#### Task statement:
For the entries below, return every line from the top through the line with "position:absolute; right:12px; top:12px;" exactly as it stands, omitting pictures.

Saved data entries:
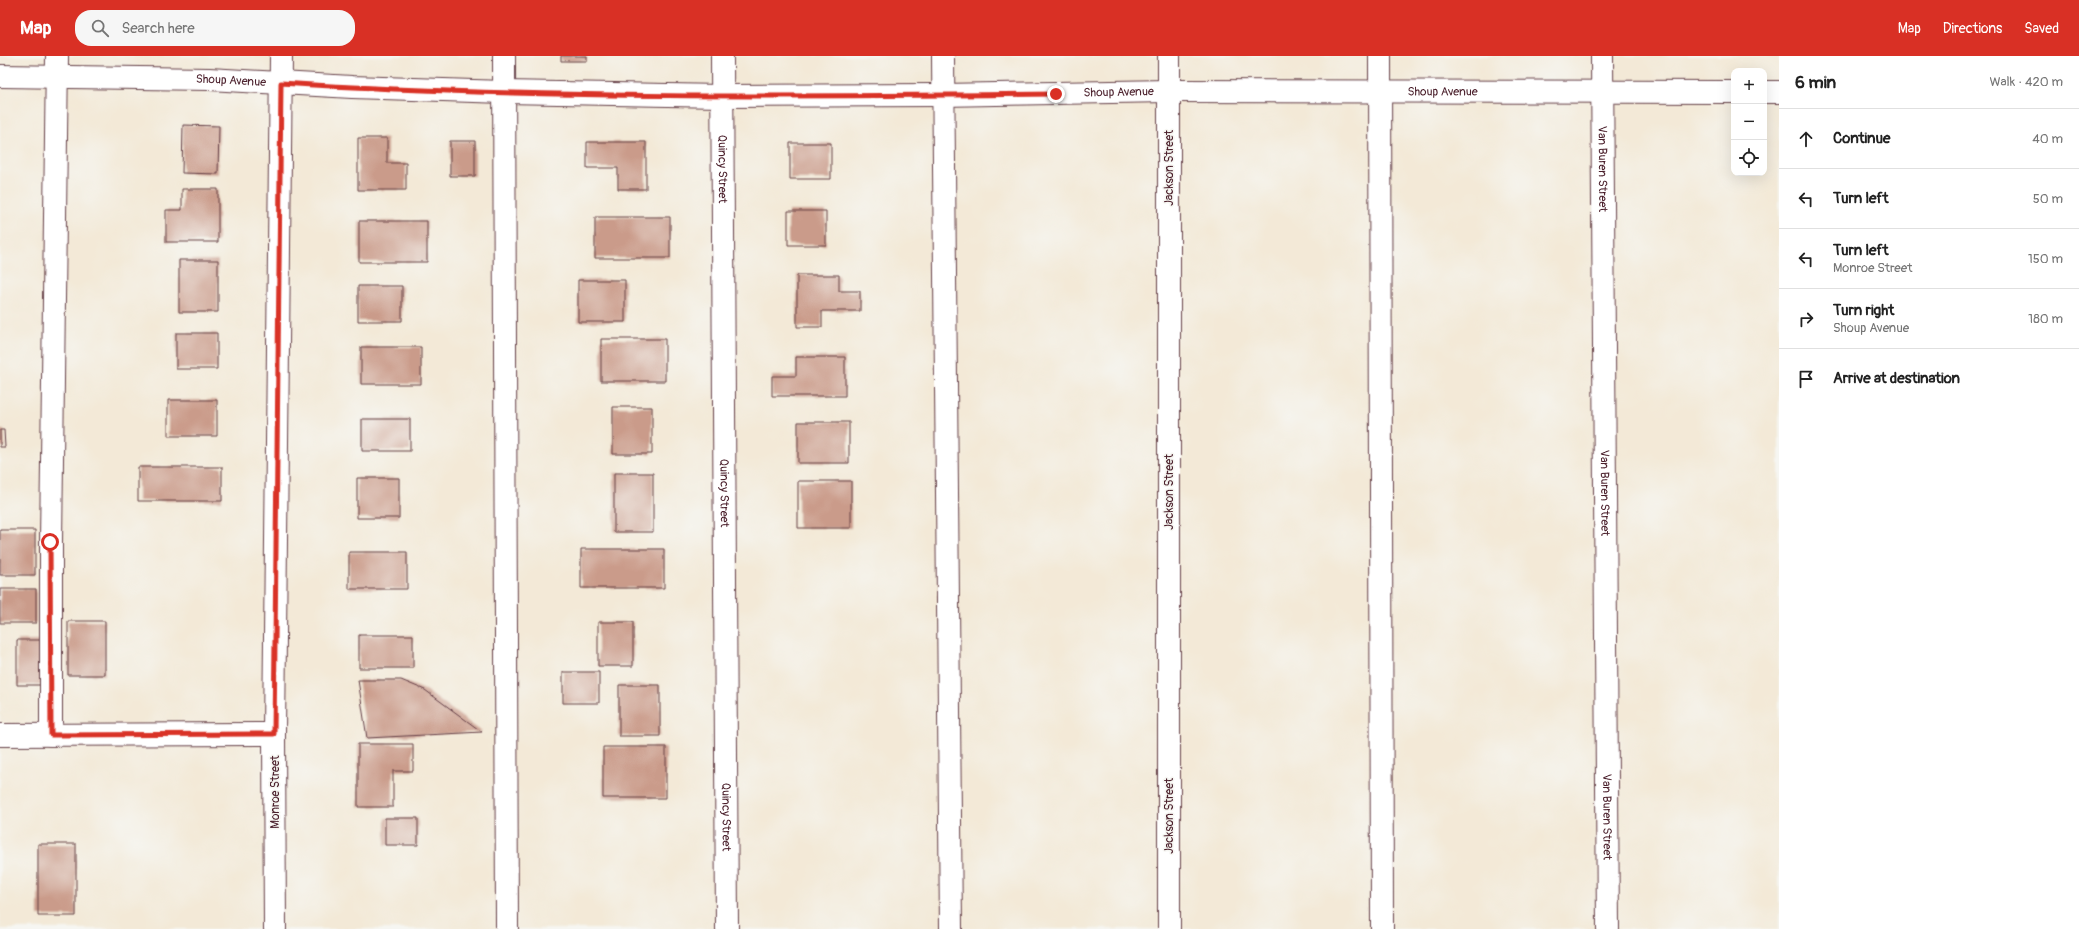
<!DOCTYPE html>
<html lang="en">
<head>
<meta charset="utf-8">
<style>
  :root { --surface:#fff; --page:#f6f6f6; --text:#222; --muted:#767676; --line:#e0e0e0; --accent:#d93025 }
  body { margin:0; font-family:Pangolin,sans-serif; background:var(--page); color:var(--text) }
  .controls { position:absolute; right:12px; top:12px; display:grid; overflow:hidden; border-radius:8px; box-shadow:0 4px 16px #0002 }
  .controls button { width:36px; height:36px; display:grid; place-items:center; padding:0; border:0; border-bottom:1px solid var(--line); background:var(--surface); color:var(--text); font:20px sans-serif }
  .stop { position:absolute; width:12px; height:12px; margin:-9px; border:3px solid #d93025; border-radius:50%; background:#fff }
  .stop.end { background:#d93025; border-color:#fff; box-shadow:0 1px 4px #0008 }
  .list { margin:0; padding:0; list-style:none }
  h2 { display:flex; justify-content:space-between; align-items:center; height:52px; margin:0; padding:0 16px; font-size:17px }
  h2 small { font-size:13px; font-weight:400; color:var(--muted) }
  .list li { display:grid; grid-template-columns:26px 1fr auto; gap:12px; align-items:center; box-sizing:border-box; height:60px; padding:0 16px; border-top:1px solid var(--line) }
  .list b { display:block; font-size:15px; white-space:nowrap }
  .list p { margin:0; font-size:13px; white-space:nowrap; color:var(--muted) }
  .list em { font-size:13px; font-style:normal; color:var(--muted) }
  .icon { flex:none; width:22px; height:22px; fill:none; stroke:currentColor; stroke-width:2; stroke-linecap:round; stroke-linejoin:round }
  .map { position:relative; flex:none; width:1779px; height:873px; overflow:hidden }
  header { display:flex; align-items:center; gap:24px; box-sizing:border-box; height:56px; padding:0 20px; background:var(--accent); color:#fff }
  header strong { font-size:19px }
  nav { display:flex; gap:22px; margin-inline-start:auto; font-size:14px }
  .search { width:280px; height:36px; background:var(--page); display:flex; align-items:center; gap:10px; box-sizing:border-box; padding:0 14px; border-radius:16px; color:var(--muted); font-size:15px }
  main { display:flex }
  aside { flex:1; background:var(--surface) }
  .map>svg:first-child { display:block }
  .building { fill:#ca9b8a }
  .lines { fill:none; stroke-linecap:round; stroke-linejoin:round }
  .minor-casing { stroke:#633d45; stroke-width:24 }
  .minor { stroke:#fff; stroke-width:22 }
  .route { stroke:#d93025; stroke-width:5 }
  .labels { text-anchor:middle; stroke-width:3; stroke-linejoin:round; paint-order:stroke }
  .street-label { font-size:12px; fill:#4a1f2b; stroke:#f6f6f2 }
</style>
</head>
<body>
<header>
<strong>Map</strong>
<div class="search"><svg class="icon" aria-label="search" viewBox="0 0 24 24"><circle cx="10" cy="10" r="6"/><path d="M15 15l6 6"/></svg>Search here</div>
<nav><a>Map</a><a>Directions</a><a>Saved</a></nav>
</header>
<main>
<div class="map">
<svg width="1779" height="873" viewBox="0 0 1779 873">
  <rect width="100%" height="100%" fill="#f6f6f2"/>
  <filter id="ink" filterUnits="userSpaceOnUse"><feTurbulence type="fractalNoise" baseFrequency=".025" numOctaves="2"/><feDisplacementMap in="SourceGraphic" scale="8" xChannelSelector="R" yChannelSelector="G"/><feConvolveMatrix kernelMatrix="1 2 1 2 8 2 1 2 1" color-interpolation-filters="sRGB"/></filter>
  <filter id="wash" filterUnits="userSpaceOnUse"><feTurbulence type="fractalNoise" baseFrequency=".012" numOctaves="4" result="noise"/><feDisplacementMap in="SourceGraphic" scale="16" xChannelSelector="R" yChannelSelector="G"/><feGaussianBlur stdDeviation="0.9" result="paint"/><feColorMatrix in="noise" values="0 0 0 0 0 0 0 0 0 0 0 0 0 0 0 0 0 1.4 0 .05"/><feComposite in="paint" operator="in"/></filter>
  <g filter="url(#wash)">
    <rect width="100%" height="100%" fill="#f3e9d7"/>
    <g id="blocks">
      <path class="building" d="M561 0H587V5H561Z
        M183 69 219 70 218 118 182 117Z
        M358 82H387V107H406V134H358Z
        M450 85H475V120H450Z
        M587 86H646V133H618V112H587Z
        M790 87H831V123H790Z
        M182 133H218V186H166V154H182Z
        M788 155H826V189H788Z
        M595 161H670V202H595Z
        M359 165H427V206H359Z
        M179 204H218V256H179Z
        M797 219H839V235H860V255H822V271H797Z
        M578 224H625V266H578Z
        M358 230H402V265H358Z
        M176 277H217V313H176Z
        M601 283H665V325H601Z
        M361 291H421V328H361Z
        M796 301H845V340H772V320H796Z
        M168 344H217V380H168Z
        M613 351H652V398H613Z
        M362 363H410V395H362Z
        M798 366H849V407H798Z
        M0 374H4L5 391H0Z
        M138 411H222V445H138Z
        M614 417H653V476H614Z
        M357 422H399V462H357Z
        M798 425H851V472H798Z
        M0 474H35V519H0Z
        M581 493H664V532H581Z
        M349 496H407V533H349Z
        M0 533H36V567H0Z
        M68 565H105V619H68Z
        M598 566H633V610H598Z
        M359 579H413V612H359Z
        M17 584H43V629H17Z
        M563 616H599V647H563Z
        M358 624H401L425 634 482 676 367 682Z
        M619 629H660V680H619Z
        M358 688H413V715H393V751H358Z
        M603 691H666V742H603Z
        M385 762H418V789H385Z
        M38 788H76V860H38Z"/>
    </g>
  </g>
  <g filter="url(#ink)">
    <use href="#blocks" fill-opacity="0" stroke="#633d45" stroke-width="1"/>
    <g class="lines">
      <g class="minor-casing">
        <g id="minor">
          <path d="M504 0 507 873"/>
          <path id="s1" d="M722 0 727 873"/>
          <path d="M943 0 951 873"/>
          <path d="M1169 0V873"/>
          <path d="M1380 0 1382 873"/>
          <path id="s2" d="M1602 0 1608 873"/>
          <path id="s3" d="M0 20 209 23 352 31 504 36 722 40 942 39 1169 35 1734 36"/>
          <path d="M1764 36H1779"/>
          <path d="M0 679 274 678"/>
          <path d="M51 679V486L57 0"/>
          <path d="M275 873 274 678 281 0"/>
        </g>
      </g>
      <use href="#minor" class="minor"/>
    </g>
  </g>
  <g class="lines" filter="url(#ink)">
    <path class="route" d="M50 486 51 679 274 678 281 27C539 43 798 41 1056 38"/>
  </g>
  <g class="labels">
    <g class="street-label">
      <text dy="4" stroke="none"><textPath href="#s3" startOffset="231">Shoup Avenue</textPath></text>
      <text dy="4" stroke="none"><textPath href="#s3" startOffset="1443">Shoup Avenue</textPath></text>
      <text dy="4" stroke="none"><textPath href="#s3" startOffset="1119">Shoup Avenue</textPath></text>
      <text transform="translate(1169 112) rotate(-90)" y="4">Jackson Street</text>
      <text dy="4" stroke="none"><textPath href="#s1" startOffset="113">Quincy Street</textPath></text>
      <text dy="4" stroke="none"><textPath href="#s2" startOffset="113">Van Buren Street</textPath></text>
      <text transform="translate(1169 436) rotate(-90)" y="4">Jackson Street</text>
      <text dy="4" stroke="none"><textPath href="#s1" startOffset="437">Quincy Street</textPath></text>
      <text dy="4" stroke="none"><textPath href="#s2" startOffset="437">Van Buren Street</textPath></text>
      <text transform="translate(275 736) rotate(-90)" y="4">Monroe Street</text>
      <text dy="4" stroke="none"><textPath href="#s1" startOffset="761">Quincy Street</textPath></text>
      <text transform="translate(1169 760) rotate(-90)" y="4">Jackson Street</text>
      <text dy="4" stroke="none"><textPath href="#s2" startOffset="761">Van Buren Street</textPath></text>
    </g>
  </g>
</svg>
<div class="controls">
<button>+</button>
<button>−</button>
<button><svg class="icon" aria-label="locate" viewBox="0 0 24 24"><circle cx="12" cy="12" r="6"/><path d="M12 2v4M12 18v4M2 12h4M18 12h4"/></svg></button>
</div>
<div class="stop" style="left:50px;top:486px"></div>
<div class="stop end" style="left:1056px;top:38px"></div>
</div>
<aside>
<h2>6 min<small>Walk · 420 m</small></h2>
<ul class="list">
<li><svg class="icon" aria-label="ahead" viewBox="0 0 24 24"><path d="M12 20V5M6 11l6-6 6 6"/></svg><div><b>Continue</b></div><em>40 m</em></li>
<li><svg class="icon" aria-label="left" viewBox="0 0 24 24"><path d="M17 20v-9H6M10 6l-5 5 5 5"/></svg><div><b>Turn left</b></div><em>50 m</em></li>
<li><svg class="icon" aria-label="left" viewBox="0 0 24 24"><path d="M17 20v-9H6M10 6l-5 5 5 5"/></svg><div><b>Turn left</b><p>Monroe Street</p></div><em>150 m</em></li>
<li><svg class="icon" aria-label="right" viewBox="0 0 24 24"><path d="M7 20v-9h11M14 6l5 5-5 5"/></svg><div><b>Turn right</b><p>Shoup Avenue</p></div><em>180 m</em></li>
<li><svg class="icon" aria-label="arrive" viewBox="0 0 24 24"><path d="M6 21V4h12l-3 4 3 4H6"/></svg><div><b>Arrive at destination</b></div></li>
</ul>
</aside>
</main>
</body>
</html>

#### Response:
<!DOCTYPE html>
<html lang="en">
<head>
<meta charset="utf-8">
<style>
  :root { --surface:#fff; --page:#f6f6f6; --text:#222; --muted:#767676; --line:#e0e0e0; --accent:#d93025 }
  body { margin:0; font-family:Pangolin,sans-serif; background:var(--page); color:var(--text) }
  .controls { position:absolute; right:12px; top:12px; display:grid; overflow:hidden; border-radius:8px; box-shadow:0 4px 16px #0002 }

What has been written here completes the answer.